ASSIGNMENT. Search the listing for the string "grid" and copy every line that contains it.

RECORD SET.

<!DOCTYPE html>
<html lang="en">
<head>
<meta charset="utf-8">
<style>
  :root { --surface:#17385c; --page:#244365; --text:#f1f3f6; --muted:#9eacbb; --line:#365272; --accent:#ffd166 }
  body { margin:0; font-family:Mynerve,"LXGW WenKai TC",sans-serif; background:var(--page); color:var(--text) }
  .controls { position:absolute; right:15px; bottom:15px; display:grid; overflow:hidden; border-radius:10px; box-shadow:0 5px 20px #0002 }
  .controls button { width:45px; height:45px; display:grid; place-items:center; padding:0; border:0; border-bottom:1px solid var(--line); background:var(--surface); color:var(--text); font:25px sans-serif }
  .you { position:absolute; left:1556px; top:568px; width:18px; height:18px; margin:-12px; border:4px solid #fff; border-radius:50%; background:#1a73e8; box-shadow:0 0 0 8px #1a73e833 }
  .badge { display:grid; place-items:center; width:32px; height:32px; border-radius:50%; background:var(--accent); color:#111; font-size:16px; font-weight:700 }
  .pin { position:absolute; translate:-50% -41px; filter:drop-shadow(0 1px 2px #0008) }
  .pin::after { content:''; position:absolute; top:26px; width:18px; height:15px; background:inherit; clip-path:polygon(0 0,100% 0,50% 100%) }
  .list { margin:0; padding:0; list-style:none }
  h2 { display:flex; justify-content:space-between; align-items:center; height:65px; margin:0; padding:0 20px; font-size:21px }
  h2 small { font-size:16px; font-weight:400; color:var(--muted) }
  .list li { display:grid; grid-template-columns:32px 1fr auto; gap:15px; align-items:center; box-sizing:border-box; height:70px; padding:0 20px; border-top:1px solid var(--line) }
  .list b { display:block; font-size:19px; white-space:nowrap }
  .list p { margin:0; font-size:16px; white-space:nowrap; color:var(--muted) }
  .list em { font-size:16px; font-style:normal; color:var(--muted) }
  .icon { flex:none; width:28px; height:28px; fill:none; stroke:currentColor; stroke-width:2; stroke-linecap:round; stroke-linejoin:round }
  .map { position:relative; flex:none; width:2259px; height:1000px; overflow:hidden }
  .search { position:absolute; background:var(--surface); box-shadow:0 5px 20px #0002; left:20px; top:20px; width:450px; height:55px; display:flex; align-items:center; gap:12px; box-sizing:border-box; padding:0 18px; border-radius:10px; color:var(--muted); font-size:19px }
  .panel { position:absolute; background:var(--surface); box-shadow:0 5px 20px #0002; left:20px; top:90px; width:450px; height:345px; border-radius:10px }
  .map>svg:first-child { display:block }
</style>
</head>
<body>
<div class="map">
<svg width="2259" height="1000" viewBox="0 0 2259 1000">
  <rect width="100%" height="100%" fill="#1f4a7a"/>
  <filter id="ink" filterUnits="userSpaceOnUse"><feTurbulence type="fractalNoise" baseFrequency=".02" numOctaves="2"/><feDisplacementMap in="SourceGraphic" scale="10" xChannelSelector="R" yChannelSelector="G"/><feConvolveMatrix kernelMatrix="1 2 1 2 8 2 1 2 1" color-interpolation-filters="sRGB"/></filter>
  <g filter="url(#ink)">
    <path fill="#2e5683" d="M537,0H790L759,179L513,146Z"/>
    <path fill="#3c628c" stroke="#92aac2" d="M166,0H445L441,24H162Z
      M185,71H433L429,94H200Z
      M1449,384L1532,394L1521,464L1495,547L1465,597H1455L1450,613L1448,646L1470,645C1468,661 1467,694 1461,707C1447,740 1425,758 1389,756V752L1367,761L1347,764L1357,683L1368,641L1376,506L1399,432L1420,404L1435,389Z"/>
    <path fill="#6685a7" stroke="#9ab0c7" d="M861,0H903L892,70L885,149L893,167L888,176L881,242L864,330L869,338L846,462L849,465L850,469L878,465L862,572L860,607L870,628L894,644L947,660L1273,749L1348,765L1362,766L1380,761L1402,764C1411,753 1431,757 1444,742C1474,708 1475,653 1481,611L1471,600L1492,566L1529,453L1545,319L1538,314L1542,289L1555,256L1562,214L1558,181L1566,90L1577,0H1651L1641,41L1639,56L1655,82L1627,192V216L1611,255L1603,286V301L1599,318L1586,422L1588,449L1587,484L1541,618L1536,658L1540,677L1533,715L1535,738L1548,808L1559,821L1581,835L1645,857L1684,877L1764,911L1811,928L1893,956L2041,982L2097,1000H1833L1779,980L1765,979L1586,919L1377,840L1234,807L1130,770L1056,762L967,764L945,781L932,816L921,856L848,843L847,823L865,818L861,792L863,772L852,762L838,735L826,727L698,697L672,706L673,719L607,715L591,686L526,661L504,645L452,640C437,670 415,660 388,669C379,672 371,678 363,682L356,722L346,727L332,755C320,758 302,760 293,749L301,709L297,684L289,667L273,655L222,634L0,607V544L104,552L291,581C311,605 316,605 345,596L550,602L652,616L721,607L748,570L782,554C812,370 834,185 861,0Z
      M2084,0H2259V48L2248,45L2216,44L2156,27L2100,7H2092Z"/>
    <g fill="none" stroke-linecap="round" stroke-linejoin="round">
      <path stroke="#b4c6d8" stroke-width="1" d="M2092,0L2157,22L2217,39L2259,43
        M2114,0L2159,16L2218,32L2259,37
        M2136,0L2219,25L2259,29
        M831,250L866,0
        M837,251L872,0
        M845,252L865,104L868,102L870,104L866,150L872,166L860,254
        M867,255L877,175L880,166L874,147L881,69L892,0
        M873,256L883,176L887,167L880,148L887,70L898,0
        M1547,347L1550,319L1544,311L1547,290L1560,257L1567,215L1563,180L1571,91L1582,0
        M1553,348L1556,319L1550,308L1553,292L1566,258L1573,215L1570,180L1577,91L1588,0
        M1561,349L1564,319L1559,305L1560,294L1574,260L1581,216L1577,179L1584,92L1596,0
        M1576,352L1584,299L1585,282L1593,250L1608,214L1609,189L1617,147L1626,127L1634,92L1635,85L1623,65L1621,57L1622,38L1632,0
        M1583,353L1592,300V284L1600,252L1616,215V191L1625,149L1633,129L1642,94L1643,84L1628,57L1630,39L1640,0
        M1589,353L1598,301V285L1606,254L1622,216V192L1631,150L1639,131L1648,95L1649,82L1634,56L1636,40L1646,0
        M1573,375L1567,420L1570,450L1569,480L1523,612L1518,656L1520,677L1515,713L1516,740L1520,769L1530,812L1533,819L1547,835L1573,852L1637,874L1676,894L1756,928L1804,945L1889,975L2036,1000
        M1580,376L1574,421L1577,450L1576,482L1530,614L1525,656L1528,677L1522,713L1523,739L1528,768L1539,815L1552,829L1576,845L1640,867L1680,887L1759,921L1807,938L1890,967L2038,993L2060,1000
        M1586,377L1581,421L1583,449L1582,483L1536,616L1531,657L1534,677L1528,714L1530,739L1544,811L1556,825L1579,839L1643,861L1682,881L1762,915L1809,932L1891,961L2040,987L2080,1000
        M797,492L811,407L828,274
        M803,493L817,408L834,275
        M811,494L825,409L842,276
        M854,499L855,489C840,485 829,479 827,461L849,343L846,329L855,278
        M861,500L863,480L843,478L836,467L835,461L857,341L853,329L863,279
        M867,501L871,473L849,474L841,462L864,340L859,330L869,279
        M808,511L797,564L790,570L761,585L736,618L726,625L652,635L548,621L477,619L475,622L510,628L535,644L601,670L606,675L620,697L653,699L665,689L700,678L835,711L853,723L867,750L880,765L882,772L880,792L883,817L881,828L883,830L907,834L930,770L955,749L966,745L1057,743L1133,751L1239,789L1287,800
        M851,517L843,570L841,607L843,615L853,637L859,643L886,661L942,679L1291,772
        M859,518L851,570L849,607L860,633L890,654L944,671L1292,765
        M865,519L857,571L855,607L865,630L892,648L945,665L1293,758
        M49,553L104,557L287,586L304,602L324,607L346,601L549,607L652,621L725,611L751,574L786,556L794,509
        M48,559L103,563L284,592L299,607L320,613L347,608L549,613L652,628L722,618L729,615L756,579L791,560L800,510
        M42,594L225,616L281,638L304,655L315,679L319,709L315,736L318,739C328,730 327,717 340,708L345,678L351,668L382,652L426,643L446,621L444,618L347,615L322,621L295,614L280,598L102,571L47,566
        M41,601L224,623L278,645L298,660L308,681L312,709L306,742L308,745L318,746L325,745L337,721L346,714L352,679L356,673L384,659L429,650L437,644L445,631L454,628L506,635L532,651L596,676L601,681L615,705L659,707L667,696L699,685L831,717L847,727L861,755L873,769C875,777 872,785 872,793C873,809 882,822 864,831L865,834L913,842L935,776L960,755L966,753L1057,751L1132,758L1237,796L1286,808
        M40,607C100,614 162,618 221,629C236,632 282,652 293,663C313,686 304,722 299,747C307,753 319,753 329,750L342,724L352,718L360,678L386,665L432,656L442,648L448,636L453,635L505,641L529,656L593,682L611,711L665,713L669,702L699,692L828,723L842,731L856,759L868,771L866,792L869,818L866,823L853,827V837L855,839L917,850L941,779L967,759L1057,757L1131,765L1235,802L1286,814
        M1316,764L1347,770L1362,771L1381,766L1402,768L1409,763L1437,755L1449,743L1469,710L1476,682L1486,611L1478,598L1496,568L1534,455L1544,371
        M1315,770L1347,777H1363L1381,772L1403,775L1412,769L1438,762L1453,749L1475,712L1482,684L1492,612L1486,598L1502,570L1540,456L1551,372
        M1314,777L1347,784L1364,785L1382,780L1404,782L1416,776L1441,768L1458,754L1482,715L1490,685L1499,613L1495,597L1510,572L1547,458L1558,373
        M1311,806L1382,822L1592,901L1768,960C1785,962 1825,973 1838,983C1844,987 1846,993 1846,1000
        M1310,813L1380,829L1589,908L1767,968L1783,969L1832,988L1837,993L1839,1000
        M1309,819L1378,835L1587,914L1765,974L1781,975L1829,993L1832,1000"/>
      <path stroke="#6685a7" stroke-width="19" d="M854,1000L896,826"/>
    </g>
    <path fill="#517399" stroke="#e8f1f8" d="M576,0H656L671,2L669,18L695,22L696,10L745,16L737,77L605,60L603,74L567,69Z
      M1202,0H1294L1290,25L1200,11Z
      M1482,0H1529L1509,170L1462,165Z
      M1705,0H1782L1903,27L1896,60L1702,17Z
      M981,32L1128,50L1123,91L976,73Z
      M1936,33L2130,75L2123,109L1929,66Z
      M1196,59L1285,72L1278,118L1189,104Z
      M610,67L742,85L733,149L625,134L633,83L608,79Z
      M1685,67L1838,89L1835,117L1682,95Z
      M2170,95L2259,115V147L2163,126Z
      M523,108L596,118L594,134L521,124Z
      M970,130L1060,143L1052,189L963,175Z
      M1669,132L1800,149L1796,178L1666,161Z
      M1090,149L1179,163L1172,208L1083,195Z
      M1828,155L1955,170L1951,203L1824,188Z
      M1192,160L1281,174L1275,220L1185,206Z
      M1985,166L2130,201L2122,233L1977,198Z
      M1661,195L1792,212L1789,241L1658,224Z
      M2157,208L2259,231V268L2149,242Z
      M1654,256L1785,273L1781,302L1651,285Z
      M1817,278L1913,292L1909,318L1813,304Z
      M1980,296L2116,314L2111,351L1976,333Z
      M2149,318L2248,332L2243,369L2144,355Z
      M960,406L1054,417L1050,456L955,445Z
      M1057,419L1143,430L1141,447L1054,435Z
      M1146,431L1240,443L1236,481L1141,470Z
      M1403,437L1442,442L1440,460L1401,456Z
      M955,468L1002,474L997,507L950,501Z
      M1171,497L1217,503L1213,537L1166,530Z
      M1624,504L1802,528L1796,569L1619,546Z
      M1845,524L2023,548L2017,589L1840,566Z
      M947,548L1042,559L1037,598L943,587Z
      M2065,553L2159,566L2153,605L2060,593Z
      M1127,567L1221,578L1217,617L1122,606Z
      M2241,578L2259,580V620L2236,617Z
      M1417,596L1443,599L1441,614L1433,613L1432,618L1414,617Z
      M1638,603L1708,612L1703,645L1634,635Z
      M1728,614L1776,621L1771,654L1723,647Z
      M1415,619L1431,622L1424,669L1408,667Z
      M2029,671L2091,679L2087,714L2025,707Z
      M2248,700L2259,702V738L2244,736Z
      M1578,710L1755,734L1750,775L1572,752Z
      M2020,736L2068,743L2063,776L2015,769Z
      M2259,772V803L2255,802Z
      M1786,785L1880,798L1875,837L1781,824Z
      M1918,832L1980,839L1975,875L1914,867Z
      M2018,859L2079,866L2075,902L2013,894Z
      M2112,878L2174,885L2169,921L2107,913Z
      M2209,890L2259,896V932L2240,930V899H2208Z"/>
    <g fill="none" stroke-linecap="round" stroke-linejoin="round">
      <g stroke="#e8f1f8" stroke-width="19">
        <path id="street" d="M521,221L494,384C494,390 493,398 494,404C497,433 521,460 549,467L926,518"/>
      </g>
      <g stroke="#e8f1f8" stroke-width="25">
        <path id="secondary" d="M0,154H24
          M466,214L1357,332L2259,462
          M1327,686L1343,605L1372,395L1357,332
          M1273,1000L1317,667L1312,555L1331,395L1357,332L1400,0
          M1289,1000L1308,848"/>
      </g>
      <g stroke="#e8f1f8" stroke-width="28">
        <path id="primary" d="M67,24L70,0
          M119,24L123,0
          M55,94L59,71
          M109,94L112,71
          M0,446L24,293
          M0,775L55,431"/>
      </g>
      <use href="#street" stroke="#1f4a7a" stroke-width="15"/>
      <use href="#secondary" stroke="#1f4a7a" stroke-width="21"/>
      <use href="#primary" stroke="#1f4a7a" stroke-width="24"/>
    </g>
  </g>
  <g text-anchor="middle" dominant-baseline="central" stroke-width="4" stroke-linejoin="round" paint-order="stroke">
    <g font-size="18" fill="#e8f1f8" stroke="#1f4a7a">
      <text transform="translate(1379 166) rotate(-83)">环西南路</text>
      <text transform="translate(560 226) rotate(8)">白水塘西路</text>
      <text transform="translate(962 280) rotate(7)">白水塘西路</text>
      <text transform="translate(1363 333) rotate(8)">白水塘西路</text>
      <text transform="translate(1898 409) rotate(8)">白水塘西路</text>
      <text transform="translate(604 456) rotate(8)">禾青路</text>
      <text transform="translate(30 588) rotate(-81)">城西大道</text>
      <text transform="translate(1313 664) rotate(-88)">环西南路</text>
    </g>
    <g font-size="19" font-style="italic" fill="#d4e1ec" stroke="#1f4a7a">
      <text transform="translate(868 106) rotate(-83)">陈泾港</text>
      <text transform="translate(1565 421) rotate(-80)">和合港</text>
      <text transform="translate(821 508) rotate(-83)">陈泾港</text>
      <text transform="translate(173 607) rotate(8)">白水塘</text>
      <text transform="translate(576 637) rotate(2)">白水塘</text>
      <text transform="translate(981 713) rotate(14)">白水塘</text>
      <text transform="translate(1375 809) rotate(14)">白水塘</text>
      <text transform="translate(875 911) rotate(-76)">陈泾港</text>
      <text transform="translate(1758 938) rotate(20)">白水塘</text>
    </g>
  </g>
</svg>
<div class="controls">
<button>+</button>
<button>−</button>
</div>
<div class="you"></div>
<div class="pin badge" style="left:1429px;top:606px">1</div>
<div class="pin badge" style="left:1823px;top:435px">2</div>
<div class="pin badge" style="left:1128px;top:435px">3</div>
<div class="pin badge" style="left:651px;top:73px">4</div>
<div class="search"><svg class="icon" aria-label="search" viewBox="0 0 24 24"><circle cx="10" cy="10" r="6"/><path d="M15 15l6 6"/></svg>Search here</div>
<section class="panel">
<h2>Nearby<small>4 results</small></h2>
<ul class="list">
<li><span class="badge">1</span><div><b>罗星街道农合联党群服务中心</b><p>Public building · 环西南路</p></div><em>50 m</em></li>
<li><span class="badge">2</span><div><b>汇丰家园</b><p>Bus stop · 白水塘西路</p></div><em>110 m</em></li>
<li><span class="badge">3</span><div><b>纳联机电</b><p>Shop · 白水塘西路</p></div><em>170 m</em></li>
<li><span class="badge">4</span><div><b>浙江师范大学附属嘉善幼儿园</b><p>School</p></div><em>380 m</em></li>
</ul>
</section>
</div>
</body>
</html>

OUTPUT FOR THIS TASK.
  .controls { position:absolute; right:15px; bottom:15px; display:grid; overflow:hidden; border-radius:10px; box-shadow:0 5px 20px #0002 }
  .controls button { width:45px; height:45px; display:grid; place-items:center; padding:0; border:0; border-bottom:1px solid var(--line); background:var(--surface); color:var(--text); font:25px sans-serif }
  .badge { display:grid; place-items:center; width:32px; height:32px; border-radius:50%; background:var(--accent); color:#111; font-size:16px; font-weight:700 }
  .list li { display:grid; grid-template-columns:32px 1fr auto; gap:15px; align-items:center; box-sizing:border-box; height:70px; padding:0 20px; border-top:1px solid var(--line) }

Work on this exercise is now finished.